* Problem requirements: The pictures do not belong in the copy. Restate all of the records word for word.

▼▼▼

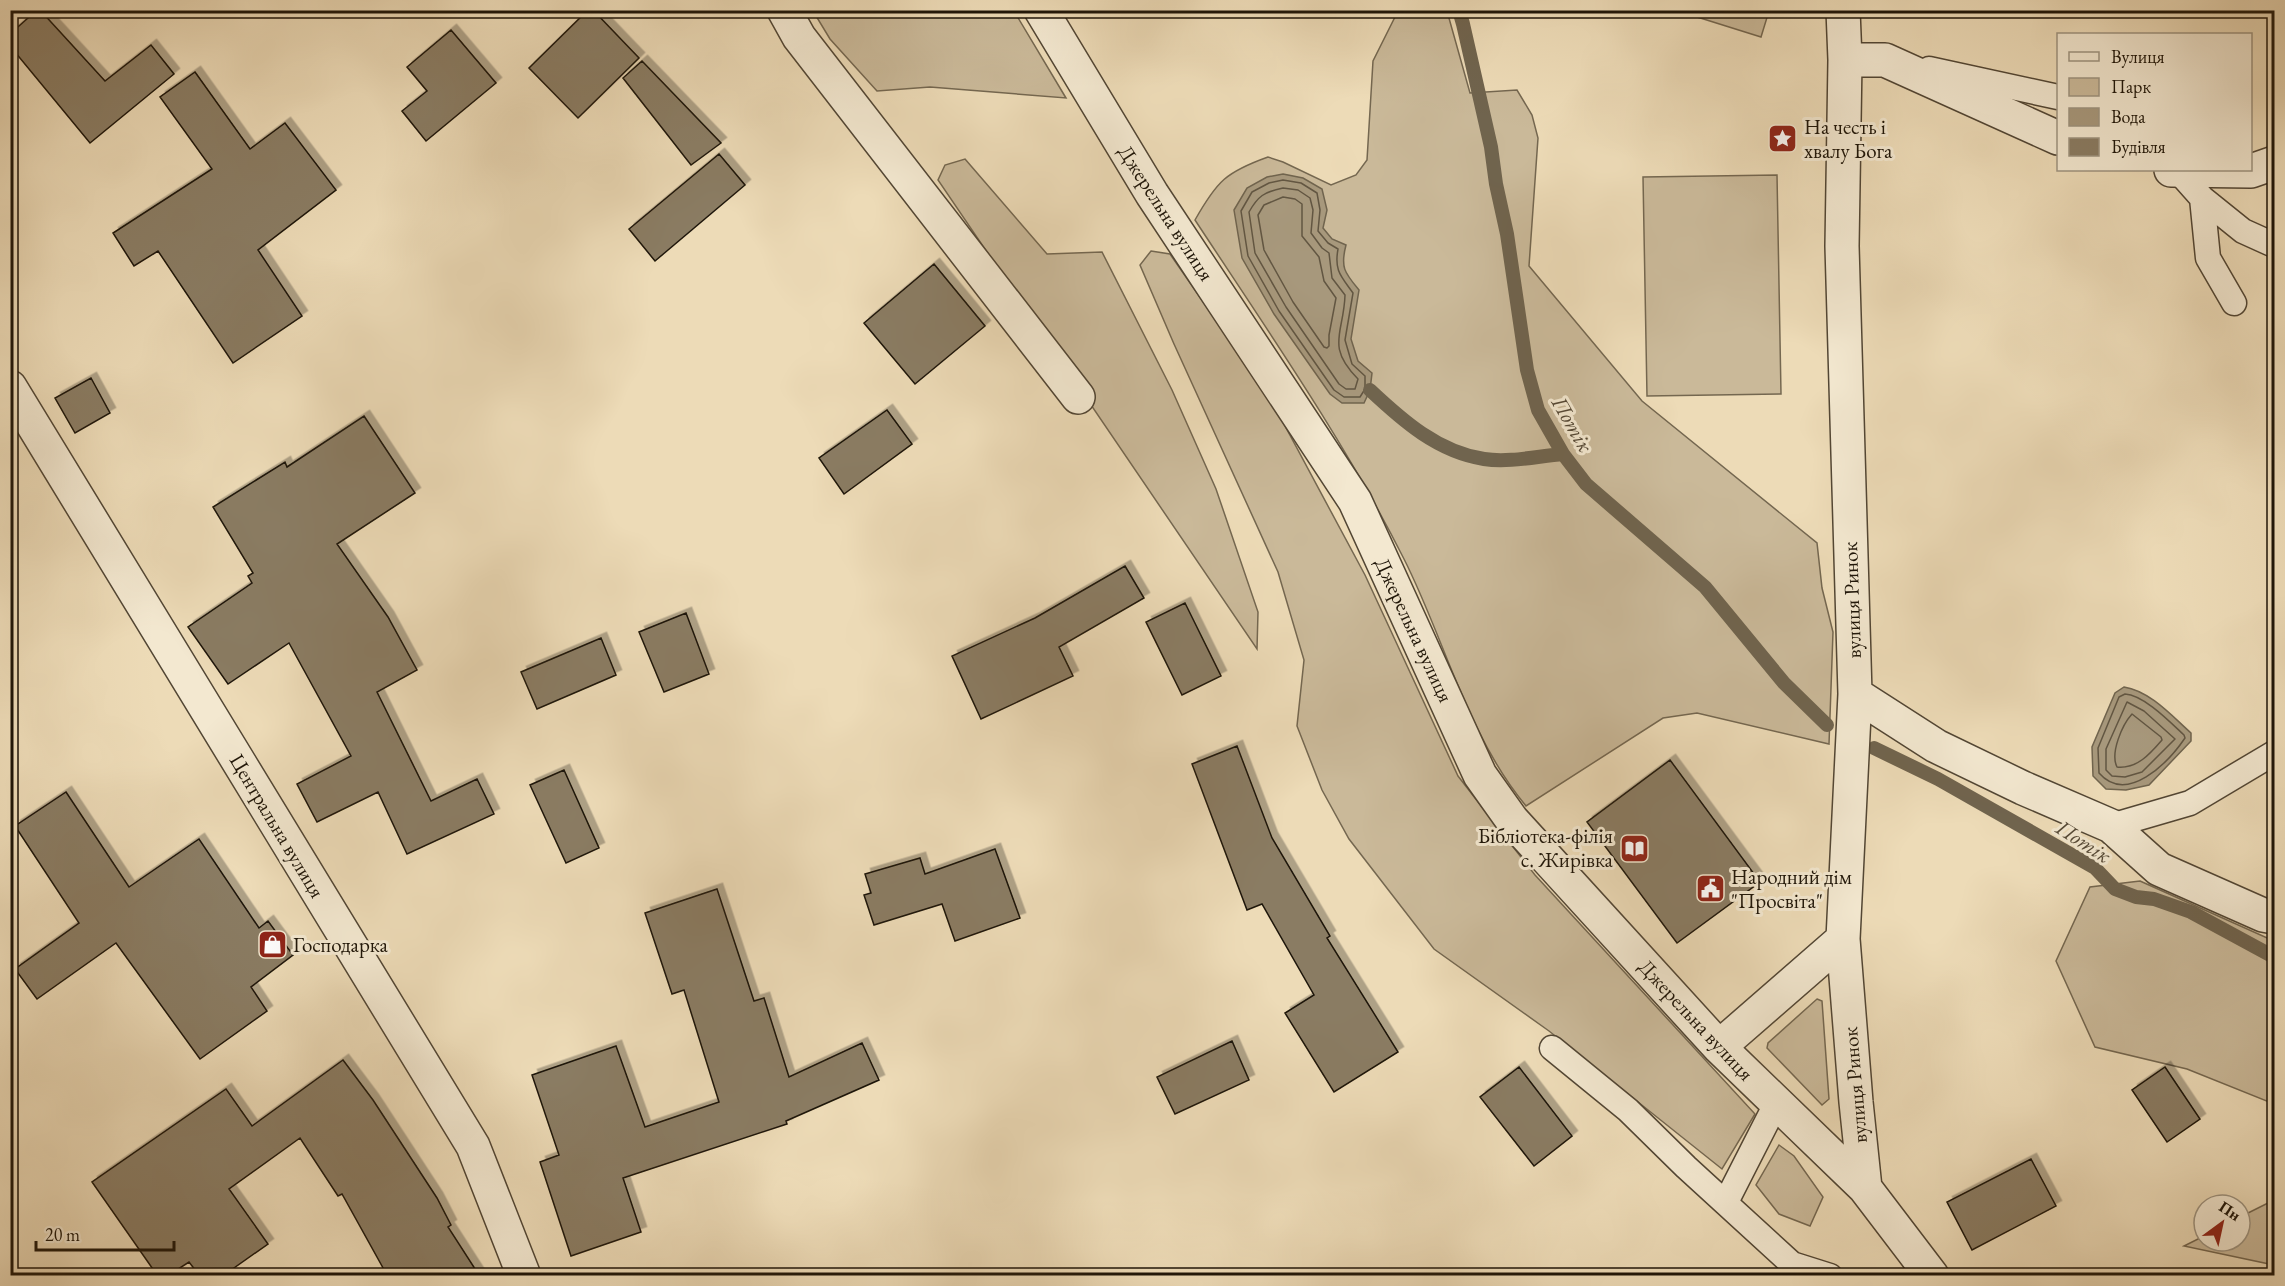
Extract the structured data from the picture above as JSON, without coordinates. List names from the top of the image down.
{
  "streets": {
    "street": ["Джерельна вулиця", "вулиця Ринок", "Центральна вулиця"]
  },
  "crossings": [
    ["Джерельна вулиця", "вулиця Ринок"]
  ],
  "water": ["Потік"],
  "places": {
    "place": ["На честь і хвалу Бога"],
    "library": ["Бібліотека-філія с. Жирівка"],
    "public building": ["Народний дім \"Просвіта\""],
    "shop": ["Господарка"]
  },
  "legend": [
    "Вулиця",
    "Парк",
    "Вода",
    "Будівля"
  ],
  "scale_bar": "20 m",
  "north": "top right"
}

▲▲▲

* Exercise solution:
Extract the structured data from the picture above as JSON, without coordinates. List names from the top of the image down.
{
  "streets": {
    "street": ["Джерельна вулиця", "вулиця Ринок", "Центральна вулиця"]
  },
  "crossings": [
    ["Джерельна вулиця", "вулиця Ринок"]
  ],
  "water": ["Потік"],
  "places": {
    "place": ["На честь і хвалу Бога"],
    "library": ["Бібліотека-філія с. Жирівка"],
    "public building": ["Народний дім \"Просвіта\""],
    "shop": ["Господарка"]
  },
  "legend": [
    "Вулиця",
    "Парк",
    "Вода",
    "Будівля"
  ],
  "scale_bar": "20 m",
  "north": "top right"
}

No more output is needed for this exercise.